**TASK OBJECTIVE**
Go line by line through the entries below and copy those containing the string "Dump".

**RECORDS PROVIDED**
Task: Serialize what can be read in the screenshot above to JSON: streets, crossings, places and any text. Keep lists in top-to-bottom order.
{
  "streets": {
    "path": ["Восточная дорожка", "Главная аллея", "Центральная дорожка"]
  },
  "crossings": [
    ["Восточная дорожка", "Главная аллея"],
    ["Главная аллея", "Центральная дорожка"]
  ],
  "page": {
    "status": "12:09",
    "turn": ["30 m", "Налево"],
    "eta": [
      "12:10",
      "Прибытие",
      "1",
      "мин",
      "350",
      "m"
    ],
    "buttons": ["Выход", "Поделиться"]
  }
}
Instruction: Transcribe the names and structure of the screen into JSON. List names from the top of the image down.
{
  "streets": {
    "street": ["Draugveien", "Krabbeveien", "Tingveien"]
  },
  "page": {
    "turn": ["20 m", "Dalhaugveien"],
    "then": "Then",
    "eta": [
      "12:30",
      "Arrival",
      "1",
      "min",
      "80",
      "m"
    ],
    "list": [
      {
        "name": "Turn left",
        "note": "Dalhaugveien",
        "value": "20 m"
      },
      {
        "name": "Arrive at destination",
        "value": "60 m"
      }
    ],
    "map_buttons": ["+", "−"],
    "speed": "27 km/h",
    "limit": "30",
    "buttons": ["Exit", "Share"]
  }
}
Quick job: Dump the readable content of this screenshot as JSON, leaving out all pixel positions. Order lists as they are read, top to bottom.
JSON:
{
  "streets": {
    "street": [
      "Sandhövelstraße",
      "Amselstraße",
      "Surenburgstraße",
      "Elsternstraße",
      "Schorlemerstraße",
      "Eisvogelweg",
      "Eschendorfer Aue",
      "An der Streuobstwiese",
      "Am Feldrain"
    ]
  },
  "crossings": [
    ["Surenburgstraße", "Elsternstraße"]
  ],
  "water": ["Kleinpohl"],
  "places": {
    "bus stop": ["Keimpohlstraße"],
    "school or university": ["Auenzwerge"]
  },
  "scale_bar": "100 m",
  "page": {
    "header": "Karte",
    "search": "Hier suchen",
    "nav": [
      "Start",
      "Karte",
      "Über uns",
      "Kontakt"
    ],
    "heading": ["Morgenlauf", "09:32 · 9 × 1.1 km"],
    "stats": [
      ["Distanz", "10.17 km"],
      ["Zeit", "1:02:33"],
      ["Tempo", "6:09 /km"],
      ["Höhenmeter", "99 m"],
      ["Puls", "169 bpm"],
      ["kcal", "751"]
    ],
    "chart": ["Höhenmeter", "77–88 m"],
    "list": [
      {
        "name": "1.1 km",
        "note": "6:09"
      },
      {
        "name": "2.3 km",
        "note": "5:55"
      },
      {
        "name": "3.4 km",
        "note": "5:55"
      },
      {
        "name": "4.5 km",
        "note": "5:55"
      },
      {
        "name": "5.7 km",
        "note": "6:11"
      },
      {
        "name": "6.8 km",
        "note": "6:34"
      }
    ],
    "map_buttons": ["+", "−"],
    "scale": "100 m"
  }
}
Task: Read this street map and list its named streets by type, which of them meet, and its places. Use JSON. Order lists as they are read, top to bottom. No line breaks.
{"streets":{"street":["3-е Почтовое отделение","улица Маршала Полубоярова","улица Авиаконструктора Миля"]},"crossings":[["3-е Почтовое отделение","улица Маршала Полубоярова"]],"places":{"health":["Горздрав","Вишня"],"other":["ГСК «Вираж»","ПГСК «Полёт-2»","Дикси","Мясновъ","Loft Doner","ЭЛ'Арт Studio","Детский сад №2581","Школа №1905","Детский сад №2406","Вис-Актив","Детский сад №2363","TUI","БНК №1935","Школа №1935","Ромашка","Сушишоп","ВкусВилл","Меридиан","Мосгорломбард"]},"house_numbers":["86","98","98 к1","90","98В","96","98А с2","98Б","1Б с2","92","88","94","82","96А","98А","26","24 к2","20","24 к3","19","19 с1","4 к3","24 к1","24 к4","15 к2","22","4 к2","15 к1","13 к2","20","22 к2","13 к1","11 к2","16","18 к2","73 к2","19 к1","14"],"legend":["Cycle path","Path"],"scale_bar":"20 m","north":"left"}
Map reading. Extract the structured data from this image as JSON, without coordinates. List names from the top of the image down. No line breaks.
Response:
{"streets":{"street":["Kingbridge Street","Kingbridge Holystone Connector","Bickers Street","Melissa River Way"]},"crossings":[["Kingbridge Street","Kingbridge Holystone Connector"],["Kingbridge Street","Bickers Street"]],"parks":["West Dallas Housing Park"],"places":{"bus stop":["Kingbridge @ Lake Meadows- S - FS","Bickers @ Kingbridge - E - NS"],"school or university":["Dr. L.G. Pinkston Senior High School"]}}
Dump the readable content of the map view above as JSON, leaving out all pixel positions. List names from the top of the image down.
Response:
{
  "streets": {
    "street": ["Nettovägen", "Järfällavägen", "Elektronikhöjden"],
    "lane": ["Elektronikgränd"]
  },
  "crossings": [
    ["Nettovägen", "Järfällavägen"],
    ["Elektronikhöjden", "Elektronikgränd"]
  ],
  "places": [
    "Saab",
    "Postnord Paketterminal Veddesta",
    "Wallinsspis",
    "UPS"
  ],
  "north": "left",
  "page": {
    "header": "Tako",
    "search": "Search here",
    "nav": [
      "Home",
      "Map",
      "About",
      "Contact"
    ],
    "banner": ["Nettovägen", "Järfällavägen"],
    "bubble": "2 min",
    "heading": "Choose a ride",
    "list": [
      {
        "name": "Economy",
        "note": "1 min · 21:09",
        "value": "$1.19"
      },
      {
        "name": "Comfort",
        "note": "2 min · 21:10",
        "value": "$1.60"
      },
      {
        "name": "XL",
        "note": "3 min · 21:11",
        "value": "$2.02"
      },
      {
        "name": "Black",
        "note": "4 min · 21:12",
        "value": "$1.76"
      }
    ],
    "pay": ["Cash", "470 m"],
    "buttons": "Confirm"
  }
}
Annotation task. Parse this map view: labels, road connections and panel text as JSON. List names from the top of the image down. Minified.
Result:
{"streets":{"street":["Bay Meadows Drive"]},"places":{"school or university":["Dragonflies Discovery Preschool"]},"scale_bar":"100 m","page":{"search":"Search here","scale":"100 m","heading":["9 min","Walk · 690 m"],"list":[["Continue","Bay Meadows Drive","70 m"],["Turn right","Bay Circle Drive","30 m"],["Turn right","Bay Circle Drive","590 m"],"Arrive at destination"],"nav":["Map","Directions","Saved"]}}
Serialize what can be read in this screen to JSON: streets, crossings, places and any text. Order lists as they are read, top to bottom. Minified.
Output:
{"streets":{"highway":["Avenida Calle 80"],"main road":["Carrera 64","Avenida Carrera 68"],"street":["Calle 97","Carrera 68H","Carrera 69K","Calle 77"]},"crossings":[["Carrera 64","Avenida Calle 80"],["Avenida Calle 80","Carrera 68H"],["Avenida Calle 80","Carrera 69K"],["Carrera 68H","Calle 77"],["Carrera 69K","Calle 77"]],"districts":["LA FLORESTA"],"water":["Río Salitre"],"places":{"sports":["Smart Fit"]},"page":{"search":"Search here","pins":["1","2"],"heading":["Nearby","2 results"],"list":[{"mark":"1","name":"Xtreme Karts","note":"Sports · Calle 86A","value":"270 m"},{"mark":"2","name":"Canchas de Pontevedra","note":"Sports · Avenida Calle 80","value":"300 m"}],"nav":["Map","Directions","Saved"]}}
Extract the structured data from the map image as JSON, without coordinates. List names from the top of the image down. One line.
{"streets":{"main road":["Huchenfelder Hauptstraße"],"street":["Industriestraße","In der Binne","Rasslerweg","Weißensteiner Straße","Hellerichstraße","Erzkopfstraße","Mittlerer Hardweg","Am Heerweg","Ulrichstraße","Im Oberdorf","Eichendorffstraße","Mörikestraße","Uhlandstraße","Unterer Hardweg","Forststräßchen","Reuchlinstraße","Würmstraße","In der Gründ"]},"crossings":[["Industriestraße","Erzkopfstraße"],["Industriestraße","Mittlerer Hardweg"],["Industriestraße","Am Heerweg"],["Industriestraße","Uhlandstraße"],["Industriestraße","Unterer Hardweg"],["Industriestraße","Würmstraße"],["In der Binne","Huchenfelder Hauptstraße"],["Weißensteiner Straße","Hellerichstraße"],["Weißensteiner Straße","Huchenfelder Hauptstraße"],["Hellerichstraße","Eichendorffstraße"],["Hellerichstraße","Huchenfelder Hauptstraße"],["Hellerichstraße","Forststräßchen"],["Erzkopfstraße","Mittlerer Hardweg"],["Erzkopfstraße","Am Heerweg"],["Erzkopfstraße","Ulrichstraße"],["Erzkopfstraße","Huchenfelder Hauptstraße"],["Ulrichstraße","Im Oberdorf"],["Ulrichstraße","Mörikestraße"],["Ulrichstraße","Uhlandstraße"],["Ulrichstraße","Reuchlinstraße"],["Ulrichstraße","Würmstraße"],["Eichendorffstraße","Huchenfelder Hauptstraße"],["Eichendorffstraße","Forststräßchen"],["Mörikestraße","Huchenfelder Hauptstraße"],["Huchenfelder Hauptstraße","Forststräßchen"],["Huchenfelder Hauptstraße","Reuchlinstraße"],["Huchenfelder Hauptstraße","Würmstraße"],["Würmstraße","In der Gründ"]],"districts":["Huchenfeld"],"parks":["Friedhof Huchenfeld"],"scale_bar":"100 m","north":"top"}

**RESPONSE TO THIS TASK**
Quick job: Dump the readable content of this screenshot as JSON, leaving out all pixel positions. Order lists as they are read, top to bottom.
Dump the readable content of the map view above as JSON, leaving out all pixel positions. List names from the top of the image down.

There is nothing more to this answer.